October Country is a realm of unbridled imagination, and when it wells up in our own reality it prompts the uncanny…
The performances will overlap and interact with one another at certain points during the evening.

Three Premises for Joseph Cornell:
Aviary, Dream Palace and Planetarium


Michael Pestel performs Birdshot
Birdshot is a composition for piano harp, various resonant objects, prepared concert flute, and the Birdmachine. This work transforms written texts of the Latin names of extinct birds into percussive bursts of resonance on the string surface of a piano harp and other resonant objects, located throughout the Kunstkapel. As if birds in the surrounding trees, these resonant bursts of sound and sight provide the trigger points for a series of extended improvisations based on the algorithmic translation of those same names into musical notation.

Michael Pestel is an American composer whose work is profoundly connected with birdsong and the complex interaction that occurs with actual birds and aviaries. The Kunstkapel itself is an incidental station for birdlife, as performers in rehearsal have repeatedly noted the action of the birds on the domed roof. Michael Pestel is also known for his invented instruments and installations that are grown out of his complex relationship with birds. For October Country, Michael Pestel will sketch out an atlas for birds which will make a strong connection with the work of the artist Joseph Cornell, who was a great bird enthusiast. Michael Pestel is currently exhibiting his collaborative work with artist Jeroen van Westen in the exhibition BirdScore at Zone2Source (www.zone2source.net).

Photo’s on this page/fotografie: Mattis Cuypers (https://www.mattiscuypers.net/)


The Afterwords Searchparty performs The Overflown Files
by: Michael Pestel, Vilbjorg Broch and Christophe Chaplet

Extracted from his notes and diaries, Joseph Cornell’s dreams intertwine themselves with the details of daily life with insistent continuity. This project distills selected dreams, recounted by Cornell into spoken words and projected collage arrangements of words and objects. Together with film assemblages created by Cornell from found footage, they explore this oneiric world as it manifests in words, objects and images.

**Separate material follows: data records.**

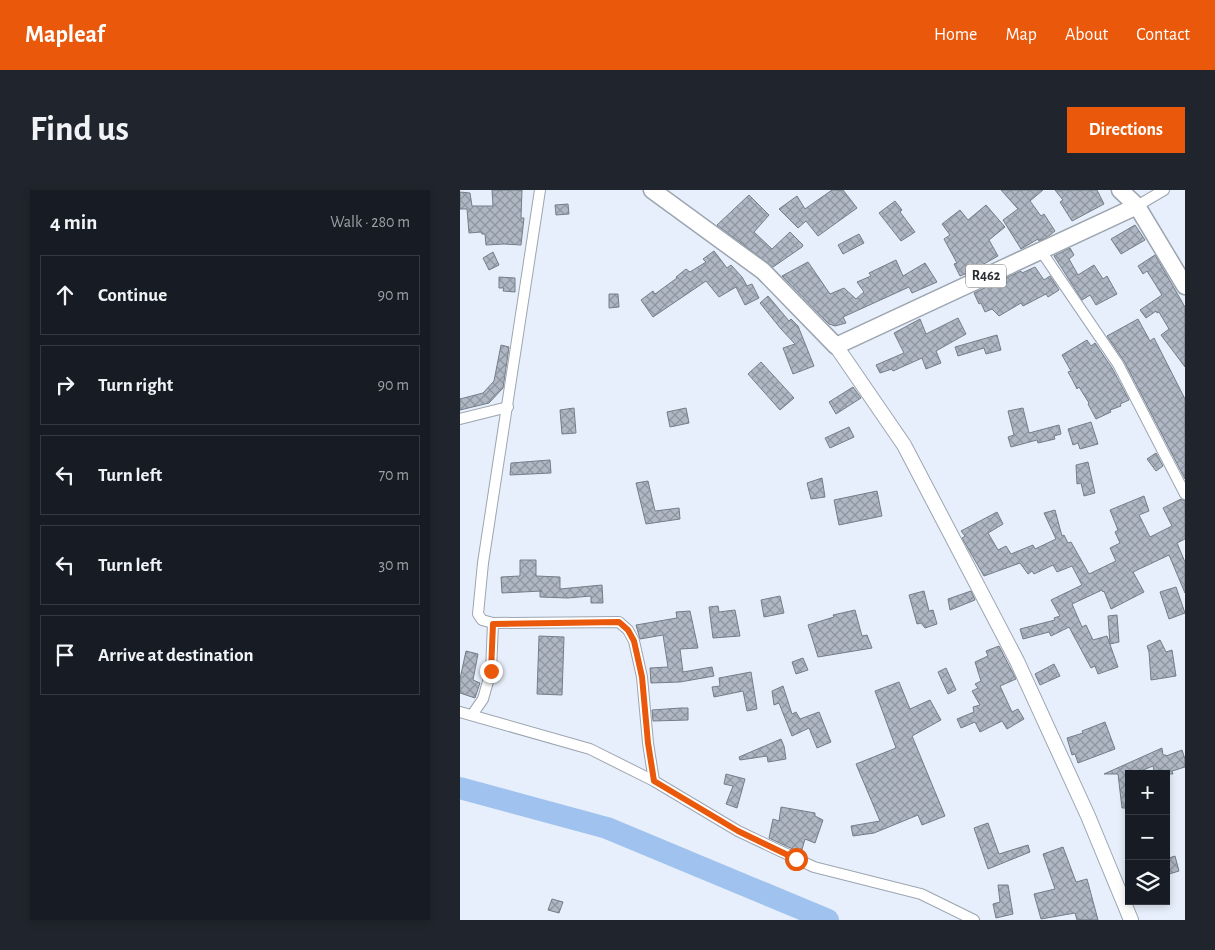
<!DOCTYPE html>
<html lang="en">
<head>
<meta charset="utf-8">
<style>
  body { margin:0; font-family:"Alegreya Sans",sans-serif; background:#20242c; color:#f1f3f6 }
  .controls { position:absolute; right:15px; bottom:15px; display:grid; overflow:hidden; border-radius:0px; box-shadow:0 2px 8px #0003 }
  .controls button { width:45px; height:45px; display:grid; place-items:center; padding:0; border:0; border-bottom:1px solid #363941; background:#171b24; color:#f1f3f6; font:25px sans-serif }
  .stop { position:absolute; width:15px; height:15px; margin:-11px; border:4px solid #ea580c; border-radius:50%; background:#fff }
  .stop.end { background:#ea580c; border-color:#fff; box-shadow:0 1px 5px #0008 }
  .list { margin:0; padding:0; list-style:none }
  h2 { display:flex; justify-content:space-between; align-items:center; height:65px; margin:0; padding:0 20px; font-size:21px }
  h2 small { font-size:16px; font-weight:400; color:#9ea1a6 }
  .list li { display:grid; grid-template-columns:32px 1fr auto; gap:15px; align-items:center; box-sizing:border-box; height:80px; margin:0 10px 10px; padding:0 10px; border:1px solid #363941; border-radius:0px }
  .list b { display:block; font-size:19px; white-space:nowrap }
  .list em { font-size:16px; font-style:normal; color:#9ea1a6 }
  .icon { flex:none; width:28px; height:28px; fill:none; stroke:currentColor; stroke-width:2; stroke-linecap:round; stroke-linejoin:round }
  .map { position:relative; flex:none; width:725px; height:730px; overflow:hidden; border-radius:0px }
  header { display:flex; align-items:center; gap:30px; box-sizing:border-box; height:70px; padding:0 25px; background:#ea580c; color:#fff }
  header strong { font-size:24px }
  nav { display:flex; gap:28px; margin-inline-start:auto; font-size:18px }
  .intro { display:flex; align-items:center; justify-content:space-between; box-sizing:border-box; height:120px; padding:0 30px }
  h1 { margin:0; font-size:35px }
  .button { padding:12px 22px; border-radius:0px; background:#ea580c; color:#fff; font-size:18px; font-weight:700 }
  main { display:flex; gap:30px; padding:0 30px }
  aside { flex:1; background:#171b24; border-radius:0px; box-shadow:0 2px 8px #0003 }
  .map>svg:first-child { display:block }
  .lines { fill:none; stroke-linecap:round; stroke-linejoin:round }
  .river { stroke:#a0c2ee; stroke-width:22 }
  .building { fill:url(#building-cross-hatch); stroke:#757e88 }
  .minor-casing { stroke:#9ca5b0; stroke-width:12 }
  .tertiary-casing { stroke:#9ca5b0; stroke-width:16 }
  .primary-casing { stroke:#9ca5b0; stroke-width:19 }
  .minor { stroke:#fff; stroke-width:10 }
  .tertiary { stroke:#fff; stroke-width:14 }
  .primary { stroke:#fff; stroke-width:16 }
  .route { stroke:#ea580c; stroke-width:6 }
  .labels { text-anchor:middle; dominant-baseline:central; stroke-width:5; stroke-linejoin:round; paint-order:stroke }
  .shield { fill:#fff; stroke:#6a6d70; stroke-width:1 }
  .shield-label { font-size:14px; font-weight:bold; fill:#2a2e32 }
</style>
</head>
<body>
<header>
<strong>Mapleaf</strong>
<nav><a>Home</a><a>Map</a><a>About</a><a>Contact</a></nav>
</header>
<div class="intro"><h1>Find us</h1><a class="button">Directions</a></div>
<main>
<aside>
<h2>4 min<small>Walk · 280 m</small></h2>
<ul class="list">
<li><svg class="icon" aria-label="ahead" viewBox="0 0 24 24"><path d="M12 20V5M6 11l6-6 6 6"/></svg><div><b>Continue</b></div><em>90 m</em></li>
<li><svg class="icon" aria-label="right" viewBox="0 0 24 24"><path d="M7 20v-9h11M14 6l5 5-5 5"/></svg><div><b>Turn right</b></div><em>90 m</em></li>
<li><svg class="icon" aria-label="left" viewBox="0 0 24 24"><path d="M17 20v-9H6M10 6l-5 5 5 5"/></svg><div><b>Turn left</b></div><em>70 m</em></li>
<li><svg class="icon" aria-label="left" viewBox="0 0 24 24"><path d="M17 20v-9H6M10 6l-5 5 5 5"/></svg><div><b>Turn left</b></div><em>30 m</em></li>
<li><svg class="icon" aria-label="arrive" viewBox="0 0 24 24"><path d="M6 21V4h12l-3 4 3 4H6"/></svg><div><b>Arrive at destination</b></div></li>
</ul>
</aside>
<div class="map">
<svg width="725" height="730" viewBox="0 0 725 730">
  <defs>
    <pattern id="building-cross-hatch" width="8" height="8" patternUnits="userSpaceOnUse" patternTransform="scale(1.25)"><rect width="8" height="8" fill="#aeb7c3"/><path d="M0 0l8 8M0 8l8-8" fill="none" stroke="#8e959f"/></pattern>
  </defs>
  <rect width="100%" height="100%" fill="#e6effb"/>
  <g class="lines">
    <path class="river" d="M0 598 147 638 368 730"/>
  </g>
  <g class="building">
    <path d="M32 0H62L61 28H64L61 55 44 54 26 55 25 44H22L21 42 9 43 7 19H0V2L10 3 12 16H33Z"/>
    <path d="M372 0H383L397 18 358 46 346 31 338 38 319 19 337 6 345 19Z"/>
    <path d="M541 0H583L570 11 581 26 584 24 595 41 586 48 579 51 578 49 561 59 543 30 558 19Z"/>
    <path d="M595 0H637L644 14 612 31 600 12 603 10Z"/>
    <path d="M289 5 309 25 294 42 312 59 330 42 343 55 342 57 313 77 257 35Z"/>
    <path d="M435 11 442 20 440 22 455 42 441 51 419 23Z"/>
    <path d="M108 14 109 24 96 25 95 15Z"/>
    <path d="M526 15 545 37 529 50 538 66 510 82 500 86 494 74 497 73 484 49 490 45 482 34 500 20 508 30Z"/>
    <path d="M675 35 685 50 661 64 651 49Z"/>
    <path d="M399 44 404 53 383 64 378 55Z"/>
    <path d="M610 58 614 65 609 69 618 85 634 75 643 89 647 86 657 104 636 115 630 105 622 110 594 66Z"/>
    <path d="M254 61 267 78 271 75 282 87 287 96 292 94 299 108 285 115 276 97 259 107 246 91 193 127 181 110 193 101 195 104 217 88 216 87 226 79 230 82 246 72 243 69Z"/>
    <path d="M33 62 39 75 29 80 23 68Z"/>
    <path d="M695 65 725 117V177L701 145 709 139 699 122 697 123 696 121 686 128 680 120 702 105 687 81 683 84 678 76Z"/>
    <path d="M436 70 443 86 465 73 477 92 452 103 449 97 383 127 386 133 375 136 369 134 322 86 348 72 370 104 384 98 396 109 404 102 397 92 411 86 409 83Z"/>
    <path d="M575 77 584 90 590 86 599 100 588 107 586 104 563 116 561 113 539 126 532 119 525 122 521 113 519 114 514 103 561 81 562 83Z"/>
    <path d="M39 87 55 88V102L43 101 44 98H39Z"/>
    <path d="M149 104H158L159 117 149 118Z"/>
    <path d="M308 106 329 131 331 129 338 136 354 176 333 184 323 158 335 154 321 139 300 113Z"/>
    <path d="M498 128 506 144 476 161 481 173 466 179 462 168 433 181 432 179 420 183 416 175 444 163 434 143 460 129 466 144Z"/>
    <path d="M678 129 690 151 694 148 725 209V289L664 171 647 146Z"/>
    <path d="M537 145 541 160 526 164 524 158 498 166 495 157Z"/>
    <path d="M627 150 631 156 635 153 652 178 669 210 660 214 661 216 650 220 651 222 636 229 628 214 629 213 619 197 617 199 612 189 608 182 611 181 602 165Z"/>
    <path d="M41 155 49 157 43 198 29 213 0 220V209L23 203 34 191Z"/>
    <path d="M301 172 334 208 320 220 288 184Z"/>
    <path d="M393 197 401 208 376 224 369 212Z"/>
    <path d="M114 218 116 243 102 244 100 220Z"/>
    <path d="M226 218 229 233 210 237 207 222Z"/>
    <path d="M563 218 569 243 599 235 601 244 594 246 595 249 578 253 577 250 551 257 548 247 554 245 548 221Z"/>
    <path d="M631 232 638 254 620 259 618 253 613 255 608 239Z"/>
    <path d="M389 237 394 247 370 258 365 248Z"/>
    <path d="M696 263 703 276 696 281 687 269Z"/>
    <path d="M90 270 91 283 50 285 51 273Z"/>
    <path d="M628 272 635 303 624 306 621 293 617 294 616 275Z"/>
    <path d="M362 288 365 307 351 309 347 293Z"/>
    <path d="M188 291 195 321 219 318 220 329 186 334 176 293Z"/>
    <path d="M417 301 422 326 379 335 374 310Z"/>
    <path d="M684 306 689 321 679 325 690 347 712 336 703 318 721 309 725 311V349L717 353 725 372V403L709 365 673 382 684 402 651 419 644 401 643 402 642 400 612 414 622 437 626 435 633 450 647 446 658 477 638 484 635 476 631 478 609 437 591 446 589 442 563 449 560 439 595 430 594 428 600 426 591 410 622 395 612 376 597 382 593 375 574 384 572 381 568 384 560 373 524 386 502 348 505 346 501 341 537 322 543 334 528 343 538 360 546 356 551 364 573 355 575 359 596 349 584 323 595 320 602 346 604 345 608 353 611 352 629 384 656 371 650 358 660 353 655 342 658 340 650 320Z"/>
    <path d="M60 370H76V386L100 387V399L142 395 143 413H131V406L108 408 80 407V401H82L42 403 41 387 60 386Z"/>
    <path d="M716 397 725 423 709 429 700 402Z"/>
    <path d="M464 401 469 421 473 420 477 434 465 438 461 433 457 434 449 405Z"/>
    <path d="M511 401 515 410 490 420 488 409Z"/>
    <path d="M320 406 324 423 304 427 301 410Z"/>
    <path d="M258 416 259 422 275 420 280 446 253 448 249 417Z"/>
    <path d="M395 420 402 446 407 445 412 458 358 467 348 435 374 427 373 425Z"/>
    <path d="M230 421 238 458 220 459 223 482 252 477 254 486 220 492 191 493 190 478 208 477 203 445 180 449 176 435 217 428 216 422Z"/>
    <path d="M657 425 659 452 650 454 648 426Z"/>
    <path d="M79 446 104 447 102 505 77 504Z"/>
    <path d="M700 450 706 462 712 460 716 486 691 490 689 462 687 456Z"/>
    <path d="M539 456 556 489 540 496 552 522 558 519 564 529 547 539 542 531 520 542 515 532 501 538 497 529 514 522 513 517 520 515 512 501 518 498 515 494 521 491 515 472 528 466 526 461Z"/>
    <path d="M6 461 18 464 13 490 20 493 15 508 0 503V489Z"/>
    <path d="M343 468 348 480 336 484 332 472Z"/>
    <path d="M594 474 600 486 580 495 575 484Z"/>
    <path d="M486 478 496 500 488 504 478 482Z"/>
    <path d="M291 482 297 519 287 521 283 501 254 507 252 497 260 496 259 488Z"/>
    <path d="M439 492 450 519 470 510 481 530 452 546 485 626 462 635 458 625 414 643 393 646 391 636 420 631 396 574 436 558 415 501Z"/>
    <path d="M323 496 332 524 336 522 340 529 359 522 371 552 357 558 349 538 332 546 319 513 314 515 312 501Z"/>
    <path d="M221 518H228V530L193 531 192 520Z"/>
    <path d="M645 532 655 559 618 573 615 564 612 565 607 548 623 543 622 541Z"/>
    <path d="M321 549 324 556 326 569 308 572 307 566 280 570 279 567Z"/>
    <path d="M702 558 703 565H706V566L722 560 725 569V577L712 581 713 584H695L693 576 673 584H669V618H662L658 584H644Z"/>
    <path d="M266 584 285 589 277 618 266 614 273 596 264 594Z"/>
    <path d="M321 617 355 623V626L363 630 355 653 345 649 341 663 309 648 313 629 319 631Z"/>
    <path d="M528 633 539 664 568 655 570 662 528 679 514 638Z"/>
    <path d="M603 657 616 692 627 689 638 730H617L615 723 581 729 574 704 595 699 583 664Z"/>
    <path d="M715 666 719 681 706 685V669Z"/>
    <path d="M538 695H548L553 724 536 728 533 714 540 712Z"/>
    <path d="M92 709 103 712 99 723 88 720Z"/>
  </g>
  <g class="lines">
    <g class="minor-casing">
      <g id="minor">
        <path d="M80 0 23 373 18 424 22 430 33 433 159 432 168 440 174 451 182 487 188 553 194 591"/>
        <path d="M677 16 704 0"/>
        <path d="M581 61 658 174 725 304"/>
        <path d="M0 229 48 217"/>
        <path d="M0 522 130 559 194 591 278 641 354 677 461 704 514 730"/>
        <path d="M12 525 23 509 31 481 33 433"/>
      </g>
    </g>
    <g class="tertiary-casing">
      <path id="tertiary" d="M376 156 444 255 557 471 628 626 671 730"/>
    </g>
    <g class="primary-casing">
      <g id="primary">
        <path d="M192 0 303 81 376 156 677 16"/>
        <path d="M660 0 677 16 725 96"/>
      </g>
    </g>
    <use href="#minor" class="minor"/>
    <use href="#tertiary" class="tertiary"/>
    <use href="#primary" class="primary"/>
  </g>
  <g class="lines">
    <path class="route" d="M31 481 33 434 159 432 168 440 174 451 182 487 188 553 194 591 278 641 336 669"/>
  </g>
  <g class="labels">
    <rect class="shield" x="506" y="74.5" width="40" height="23" rx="4"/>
    <g class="shield-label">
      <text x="526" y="86">R462</text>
    </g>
  </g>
</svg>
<div class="controls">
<button>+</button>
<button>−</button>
<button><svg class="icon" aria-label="layers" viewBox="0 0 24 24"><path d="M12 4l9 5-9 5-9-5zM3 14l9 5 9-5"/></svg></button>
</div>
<div class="stop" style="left:336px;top:669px"></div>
<div class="stop end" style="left:31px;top:481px"></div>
</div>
</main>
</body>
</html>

For this performance the Afterwords Searchparty welcomes special guests Michael Pestel, Wilbjorch Broch and Christophe Chaplet, who will perform as a trio. The work is designed to finally overlap with the following performance.



  


The White Noise Orchestra performs Oneiric Navigations in the Ecliptical Atlas
with:
Leo Svirsky, Ada Rave, George Hadow, Camille Verhaak, Johan van Kreij, Vilbjorg Broch, and Raoul van der Weide

For this evening the White Noise Orchestra develops a project based on the aesthetics, practice and writings of the legendary American surrealist artist Joseph Cornell, whose assemblage boxes align with ideas of the private worlds of the imagination and the uncanny that we identify as October Country. This project focuses on two specific passions of Cornell: astronomy and the detailing of images from dreams. Cornell kept notebooks devoted to both of these realms, and they make for a rich treasure trove of allusions. Cornell’s work will be adapted into a sequence of visual projections which will turn the Kunstkapel into an ad hoc planetarium.

This collective improvising ensemble was formed in 2010 by contra-bassist Raoul van der Weide, with the goal to develop a new collective improvisation perspective that would privilege silence as an active composing ingredient. The concept is developed through group disciplines based in self-awareness, intuition and explorations in building sound fields. The group has been further augmented by dancers as a regular aspect of the performances, which also incorporate stillness and deep listening. The ensemble is based on a freedom for its membership to provide the building blocks that lead to a deepening and expansion of the concept. No two improvisations are the same and no two improvisations are repeatable.